▶ _Exercise objective_
From first line to last, give the records again word for word and omit the pictures.

▶ _Saved data entries_
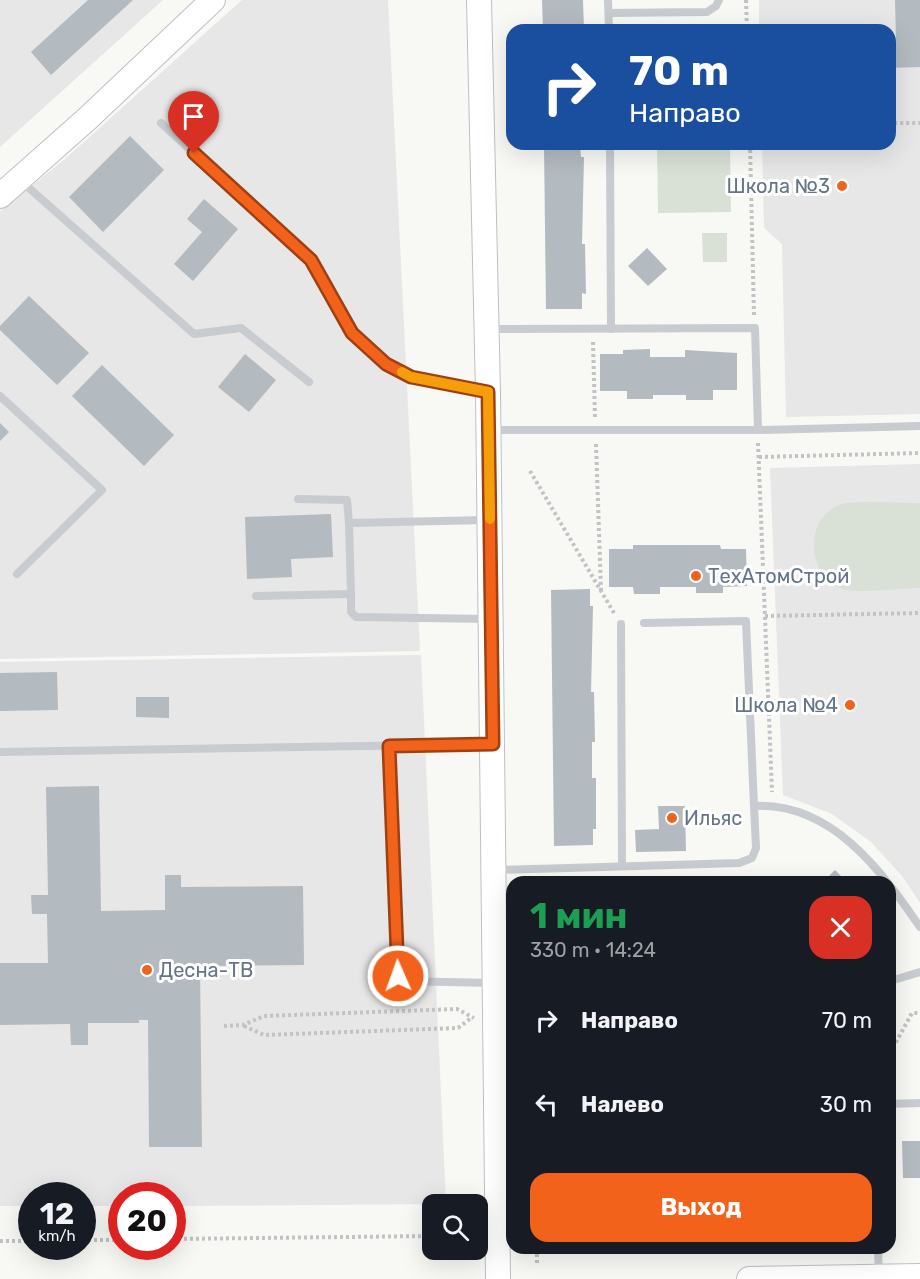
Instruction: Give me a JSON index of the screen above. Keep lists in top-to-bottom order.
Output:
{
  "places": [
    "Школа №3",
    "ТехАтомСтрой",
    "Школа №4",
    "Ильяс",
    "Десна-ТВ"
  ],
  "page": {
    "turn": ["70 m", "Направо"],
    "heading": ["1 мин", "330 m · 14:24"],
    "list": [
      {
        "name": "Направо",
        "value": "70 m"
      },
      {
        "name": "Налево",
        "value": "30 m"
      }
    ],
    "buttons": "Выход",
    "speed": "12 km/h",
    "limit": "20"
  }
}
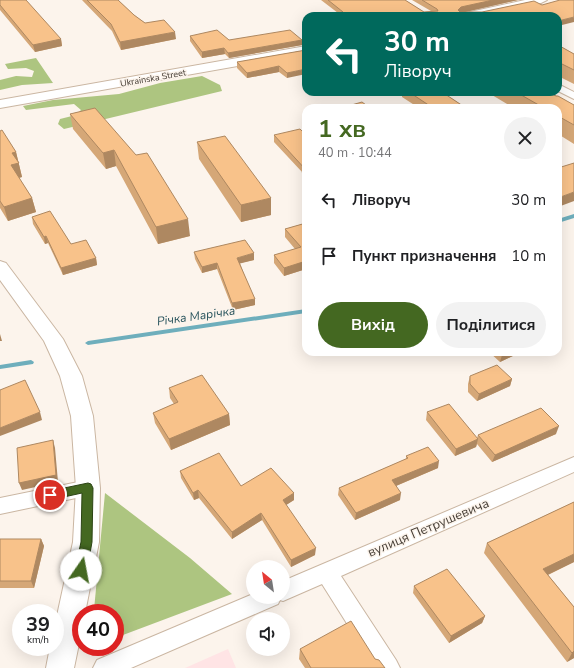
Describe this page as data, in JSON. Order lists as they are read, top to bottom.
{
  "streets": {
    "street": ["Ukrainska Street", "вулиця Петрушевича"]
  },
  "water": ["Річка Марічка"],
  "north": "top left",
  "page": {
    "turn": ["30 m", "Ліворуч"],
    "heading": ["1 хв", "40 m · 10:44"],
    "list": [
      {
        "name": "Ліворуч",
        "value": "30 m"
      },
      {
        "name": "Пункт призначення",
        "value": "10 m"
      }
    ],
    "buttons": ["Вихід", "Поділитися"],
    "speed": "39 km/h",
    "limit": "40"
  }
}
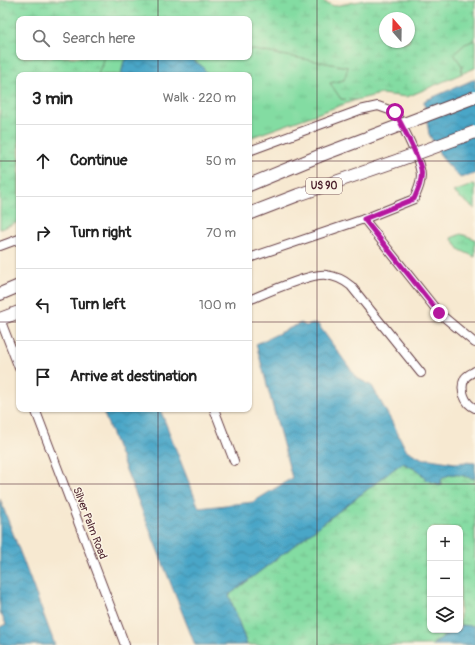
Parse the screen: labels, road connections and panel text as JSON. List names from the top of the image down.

▶ _Problem solution_
Instruction: Give me a JSON index of the screen above. Keep lists in top-to-bottom order.
Output:
{
  "places": [
    "Школа №3",
    "ТехАтомСтрой",
    "Школа №4",
    "Ильяс",
    "Десна-ТВ"
  ],
  "page": {
    "turn": ["70 m", "Направо"],
    "heading": ["1 мин", "330 m · 14:24"],
    "list": [
      {
        "name": "Направо",
        "value": "70 m"
      },
      {
        "name": "Налево",
        "value": "30 m"
      }
    ],
    "buttons": "Выход",
    "speed": "12 km/h",
    "limit": "20"
  }
}
Describe this page as data, in JSON. Order lists as they are read, top to bottom.
{
  "streets": {
    "street": ["Ukrainska Street", "вулиця Петрушевича"]
  },
  "water": ["Річка Марічка"],
  "north": "top left",
  "page": {
    "turn": ["30 m", "Ліворуч"],
    "heading": ["1 хв", "40 m · 10:44"],
    "list": [
      {
        "name": "Ліворуч",
        "value": "30 m"
      },
      {
        "name": "Пункт призначення",
        "value": "10 m"
      }
    ],
    "buttons": ["Вихід", "Поділитися"],
    "speed": "39 km/h",
    "limit": "40"
  }
}
Parse the screen: labels, road connections and panel text as JSON. List names from the top of the image down.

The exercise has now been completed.